ACTION ITEM: Copy out all lines from the material that contain the string "boxes".

..........

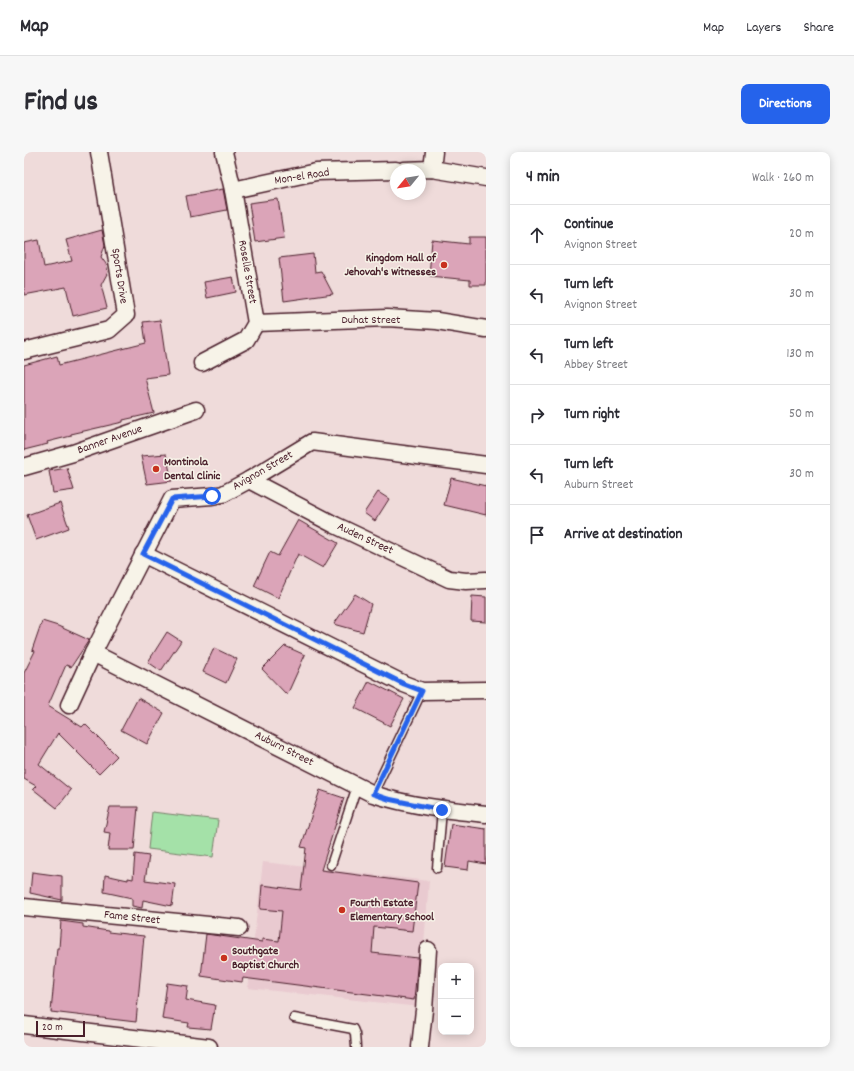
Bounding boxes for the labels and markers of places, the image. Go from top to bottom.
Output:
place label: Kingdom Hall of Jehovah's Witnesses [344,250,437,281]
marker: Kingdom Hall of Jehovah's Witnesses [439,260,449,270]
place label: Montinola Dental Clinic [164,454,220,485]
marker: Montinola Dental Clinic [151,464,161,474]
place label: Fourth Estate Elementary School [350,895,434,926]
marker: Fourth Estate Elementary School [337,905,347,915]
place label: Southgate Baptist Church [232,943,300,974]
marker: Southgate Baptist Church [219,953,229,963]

..........

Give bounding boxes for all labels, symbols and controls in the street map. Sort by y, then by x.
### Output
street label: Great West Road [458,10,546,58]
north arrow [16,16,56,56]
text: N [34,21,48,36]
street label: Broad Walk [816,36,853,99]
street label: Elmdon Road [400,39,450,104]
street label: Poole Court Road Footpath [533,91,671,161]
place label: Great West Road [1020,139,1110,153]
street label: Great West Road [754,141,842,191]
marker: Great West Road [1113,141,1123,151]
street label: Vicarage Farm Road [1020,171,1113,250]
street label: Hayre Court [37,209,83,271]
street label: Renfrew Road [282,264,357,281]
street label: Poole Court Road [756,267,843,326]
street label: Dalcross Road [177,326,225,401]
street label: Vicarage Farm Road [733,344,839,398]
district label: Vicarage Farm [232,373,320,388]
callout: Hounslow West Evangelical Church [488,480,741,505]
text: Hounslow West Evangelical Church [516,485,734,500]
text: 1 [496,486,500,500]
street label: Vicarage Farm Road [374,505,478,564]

..........

FINISHED EXERCISE:
Bounding boxes for the labels and markers of places, the image. Go from top to bottom.
Give bounding boxes for all labels, symbols and controls in the street map. Sort by y, then by x.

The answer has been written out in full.